Turning his head as a soft thud rang out from wall beside Third, the Foreman shouted in a loud voice as-if calling another person from a distant room. “Hun, you remember hearing any communications while you were out?”
Third took a moment to fully grasp the question that seemed to come at random. But as another noise caught his attention, he turned at the perfect time to catch sight of a thin woman wearing a wool sweater and drying her milky white hands with a green towel. “Oh, the spiderweb thing?”
“Yeah.” The man chuckled with a wide smile that was unseen until now. “Right, Sharon, I’ll introduce you, this is Luis Reynolds III, he’s…”

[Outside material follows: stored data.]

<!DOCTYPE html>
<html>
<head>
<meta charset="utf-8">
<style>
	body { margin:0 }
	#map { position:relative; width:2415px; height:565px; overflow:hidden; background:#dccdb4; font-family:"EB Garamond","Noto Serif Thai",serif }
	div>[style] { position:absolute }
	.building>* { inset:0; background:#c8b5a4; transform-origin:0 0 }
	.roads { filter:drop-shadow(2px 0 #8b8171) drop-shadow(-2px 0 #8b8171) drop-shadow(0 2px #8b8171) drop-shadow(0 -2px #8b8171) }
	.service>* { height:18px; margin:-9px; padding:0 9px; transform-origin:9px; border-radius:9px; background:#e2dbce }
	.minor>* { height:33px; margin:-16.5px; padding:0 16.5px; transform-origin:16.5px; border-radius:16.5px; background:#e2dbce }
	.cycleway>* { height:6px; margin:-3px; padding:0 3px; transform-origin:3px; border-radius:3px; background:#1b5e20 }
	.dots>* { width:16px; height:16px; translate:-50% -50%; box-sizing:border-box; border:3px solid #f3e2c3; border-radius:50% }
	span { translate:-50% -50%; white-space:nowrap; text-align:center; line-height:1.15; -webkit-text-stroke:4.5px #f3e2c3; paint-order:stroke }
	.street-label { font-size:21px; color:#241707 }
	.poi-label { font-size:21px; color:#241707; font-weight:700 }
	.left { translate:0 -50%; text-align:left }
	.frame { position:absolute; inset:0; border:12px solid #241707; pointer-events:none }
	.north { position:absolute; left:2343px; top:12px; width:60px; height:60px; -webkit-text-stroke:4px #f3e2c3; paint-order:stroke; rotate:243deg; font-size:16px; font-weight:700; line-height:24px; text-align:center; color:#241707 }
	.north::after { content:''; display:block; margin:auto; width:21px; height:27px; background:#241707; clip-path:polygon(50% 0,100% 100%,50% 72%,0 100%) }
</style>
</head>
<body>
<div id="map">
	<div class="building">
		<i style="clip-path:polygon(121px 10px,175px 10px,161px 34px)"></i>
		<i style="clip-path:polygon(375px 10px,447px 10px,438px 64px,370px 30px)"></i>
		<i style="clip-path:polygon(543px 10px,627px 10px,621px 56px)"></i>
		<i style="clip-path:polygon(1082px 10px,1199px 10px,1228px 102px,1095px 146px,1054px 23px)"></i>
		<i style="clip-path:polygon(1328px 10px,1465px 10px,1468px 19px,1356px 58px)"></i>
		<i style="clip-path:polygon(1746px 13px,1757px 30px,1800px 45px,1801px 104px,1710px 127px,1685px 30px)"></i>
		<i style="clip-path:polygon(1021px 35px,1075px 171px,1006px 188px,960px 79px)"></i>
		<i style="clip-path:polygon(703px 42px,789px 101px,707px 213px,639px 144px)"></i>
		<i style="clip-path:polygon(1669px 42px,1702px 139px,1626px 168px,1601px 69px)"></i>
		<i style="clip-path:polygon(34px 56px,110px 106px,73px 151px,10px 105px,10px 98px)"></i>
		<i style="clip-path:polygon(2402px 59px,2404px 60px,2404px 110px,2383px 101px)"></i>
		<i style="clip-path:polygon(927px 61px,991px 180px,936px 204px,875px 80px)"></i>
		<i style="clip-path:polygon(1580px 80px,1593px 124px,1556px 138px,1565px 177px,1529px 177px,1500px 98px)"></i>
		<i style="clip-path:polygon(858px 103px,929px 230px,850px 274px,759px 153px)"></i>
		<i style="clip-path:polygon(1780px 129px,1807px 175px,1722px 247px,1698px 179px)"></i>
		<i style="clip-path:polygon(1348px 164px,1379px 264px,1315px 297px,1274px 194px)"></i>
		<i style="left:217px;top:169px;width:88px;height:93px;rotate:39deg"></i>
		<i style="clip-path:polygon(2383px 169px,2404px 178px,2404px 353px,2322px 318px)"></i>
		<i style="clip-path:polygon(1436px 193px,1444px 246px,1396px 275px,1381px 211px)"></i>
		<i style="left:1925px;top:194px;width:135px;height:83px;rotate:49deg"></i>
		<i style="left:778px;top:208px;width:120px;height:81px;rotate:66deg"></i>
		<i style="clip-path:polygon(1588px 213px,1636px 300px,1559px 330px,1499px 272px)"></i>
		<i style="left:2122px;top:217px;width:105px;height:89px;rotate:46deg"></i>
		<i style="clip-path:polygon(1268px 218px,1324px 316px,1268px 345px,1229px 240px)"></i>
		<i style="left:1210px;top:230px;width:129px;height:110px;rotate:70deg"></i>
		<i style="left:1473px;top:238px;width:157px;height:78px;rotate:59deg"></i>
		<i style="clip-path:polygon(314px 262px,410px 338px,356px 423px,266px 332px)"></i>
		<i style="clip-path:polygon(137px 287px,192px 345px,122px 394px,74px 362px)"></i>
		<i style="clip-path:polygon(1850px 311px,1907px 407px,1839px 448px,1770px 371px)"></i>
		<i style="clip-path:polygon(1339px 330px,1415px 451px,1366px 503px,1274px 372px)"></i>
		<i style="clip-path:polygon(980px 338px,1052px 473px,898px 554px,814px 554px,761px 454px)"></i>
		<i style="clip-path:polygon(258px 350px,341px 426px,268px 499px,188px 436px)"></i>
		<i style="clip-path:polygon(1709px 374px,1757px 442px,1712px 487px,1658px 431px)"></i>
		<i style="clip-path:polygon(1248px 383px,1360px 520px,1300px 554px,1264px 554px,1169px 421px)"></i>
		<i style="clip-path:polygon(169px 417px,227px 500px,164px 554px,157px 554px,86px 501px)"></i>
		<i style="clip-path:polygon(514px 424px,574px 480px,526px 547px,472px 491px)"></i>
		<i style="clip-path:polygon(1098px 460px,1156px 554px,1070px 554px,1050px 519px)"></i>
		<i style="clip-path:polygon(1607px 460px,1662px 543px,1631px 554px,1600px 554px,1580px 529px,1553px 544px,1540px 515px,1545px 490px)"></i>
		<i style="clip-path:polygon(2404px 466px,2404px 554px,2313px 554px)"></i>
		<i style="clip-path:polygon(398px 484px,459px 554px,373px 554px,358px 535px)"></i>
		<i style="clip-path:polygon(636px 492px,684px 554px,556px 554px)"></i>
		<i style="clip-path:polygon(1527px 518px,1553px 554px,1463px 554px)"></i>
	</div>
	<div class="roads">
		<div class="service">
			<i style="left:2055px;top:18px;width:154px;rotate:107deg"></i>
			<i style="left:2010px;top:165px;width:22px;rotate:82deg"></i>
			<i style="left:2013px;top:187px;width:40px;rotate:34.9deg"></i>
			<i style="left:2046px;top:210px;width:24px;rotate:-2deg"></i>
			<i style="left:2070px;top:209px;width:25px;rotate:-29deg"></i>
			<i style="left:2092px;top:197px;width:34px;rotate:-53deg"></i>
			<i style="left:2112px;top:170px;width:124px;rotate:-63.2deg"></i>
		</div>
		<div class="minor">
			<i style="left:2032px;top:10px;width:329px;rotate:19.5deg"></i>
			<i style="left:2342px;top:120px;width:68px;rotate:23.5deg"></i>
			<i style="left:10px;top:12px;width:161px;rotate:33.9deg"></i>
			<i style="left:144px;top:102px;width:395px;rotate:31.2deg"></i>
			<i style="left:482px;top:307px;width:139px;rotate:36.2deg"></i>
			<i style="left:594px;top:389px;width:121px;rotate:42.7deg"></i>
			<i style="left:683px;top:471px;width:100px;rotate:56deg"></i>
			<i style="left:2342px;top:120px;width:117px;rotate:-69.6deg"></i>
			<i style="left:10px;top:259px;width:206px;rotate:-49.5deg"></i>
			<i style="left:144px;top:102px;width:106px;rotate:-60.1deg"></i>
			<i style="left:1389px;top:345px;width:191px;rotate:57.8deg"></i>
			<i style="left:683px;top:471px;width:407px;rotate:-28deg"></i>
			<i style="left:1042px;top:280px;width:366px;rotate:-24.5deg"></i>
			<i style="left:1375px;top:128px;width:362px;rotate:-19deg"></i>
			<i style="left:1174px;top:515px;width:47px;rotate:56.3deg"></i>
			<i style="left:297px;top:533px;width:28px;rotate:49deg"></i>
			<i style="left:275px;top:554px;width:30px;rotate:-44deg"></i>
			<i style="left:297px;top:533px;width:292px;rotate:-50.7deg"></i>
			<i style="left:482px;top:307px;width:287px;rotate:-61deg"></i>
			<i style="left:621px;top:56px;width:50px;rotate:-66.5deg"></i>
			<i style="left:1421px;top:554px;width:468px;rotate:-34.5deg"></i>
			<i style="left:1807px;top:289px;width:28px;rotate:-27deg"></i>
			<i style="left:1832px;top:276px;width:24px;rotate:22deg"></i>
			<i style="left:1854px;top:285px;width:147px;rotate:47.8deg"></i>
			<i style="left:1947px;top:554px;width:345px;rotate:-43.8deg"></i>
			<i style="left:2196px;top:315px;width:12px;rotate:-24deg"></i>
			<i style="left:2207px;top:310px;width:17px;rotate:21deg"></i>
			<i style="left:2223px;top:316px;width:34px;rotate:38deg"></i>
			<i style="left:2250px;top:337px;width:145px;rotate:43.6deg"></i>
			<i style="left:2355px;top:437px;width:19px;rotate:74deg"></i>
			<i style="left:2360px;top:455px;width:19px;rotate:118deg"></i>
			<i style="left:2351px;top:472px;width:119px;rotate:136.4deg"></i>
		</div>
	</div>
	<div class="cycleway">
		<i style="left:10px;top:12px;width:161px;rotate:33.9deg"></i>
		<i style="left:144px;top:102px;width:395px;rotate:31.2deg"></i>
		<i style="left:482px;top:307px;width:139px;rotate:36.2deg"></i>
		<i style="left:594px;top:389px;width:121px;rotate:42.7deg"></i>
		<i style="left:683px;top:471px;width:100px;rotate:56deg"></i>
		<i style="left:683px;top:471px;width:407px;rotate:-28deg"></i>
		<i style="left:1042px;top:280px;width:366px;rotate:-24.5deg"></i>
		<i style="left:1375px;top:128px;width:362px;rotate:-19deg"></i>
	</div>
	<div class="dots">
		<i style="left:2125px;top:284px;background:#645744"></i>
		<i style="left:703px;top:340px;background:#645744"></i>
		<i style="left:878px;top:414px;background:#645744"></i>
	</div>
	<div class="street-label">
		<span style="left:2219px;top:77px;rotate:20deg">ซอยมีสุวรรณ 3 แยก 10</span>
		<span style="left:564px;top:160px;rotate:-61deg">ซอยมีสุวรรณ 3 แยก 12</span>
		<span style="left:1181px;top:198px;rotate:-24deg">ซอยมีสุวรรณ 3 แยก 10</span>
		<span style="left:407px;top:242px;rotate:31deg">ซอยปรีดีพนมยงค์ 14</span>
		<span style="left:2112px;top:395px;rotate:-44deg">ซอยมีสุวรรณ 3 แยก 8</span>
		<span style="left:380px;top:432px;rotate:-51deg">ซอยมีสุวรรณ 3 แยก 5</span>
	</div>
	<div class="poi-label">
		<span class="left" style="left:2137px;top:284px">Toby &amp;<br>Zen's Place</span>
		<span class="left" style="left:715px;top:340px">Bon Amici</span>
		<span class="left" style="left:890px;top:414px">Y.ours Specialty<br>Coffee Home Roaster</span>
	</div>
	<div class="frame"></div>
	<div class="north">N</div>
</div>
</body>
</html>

“I remember!” Sharon glowed as her own coquettish smile bloomed with recognition. “The picture in the F18 with your dad.”
“F19G,” Gary corrected for her; recalling the project he’d partnered on well. “You might not remember, you’d’ve been real young. You and your dad came down for the big unveiling. Not a minute after the sheet dropped you were bawling your eyes out, when you finally calmed down apparently you just said you wanted to sit inside the cockpit.”
“Hold on, I just saw the album!” Sharon excitedly exclaimed as she turns on the spot and runs off to a storage room.
“I don’t understand.” Third asked glancing between the empty location and where Gary sat smiling.
“No one does.” Gary shrugged plainly, “It happened sometime just after we were transported here. By the time I got the call and rushed down to her hospital room, she was already on her feet and talking. The doctors said the chances of such a spontaneous recovery were less than one in a billion. In other words, impossible.”
“…” Third was speechless in response, waking up from twelve years in a coma was incredible enough, but regaining mobility instantaneously just sounded plain dubious.
“Found it.” Sharon returns clutching an open photo album in her hands carefully. Passing it off to Third she points into the upper corner, but he was having trouble focusing on the image.
Any thought of lunch had vanished from his mind as the oddity began to take over his focus.
“Hun, will you tell him about the dream?” Gary politely asked after Sharon had pestered Third with photos and clippings for a handful of minutes.
“Dream?” Third asked, assuming the surprises had ended.
Sharon bit her lip and dropped her eyes before uncomfortably nodding.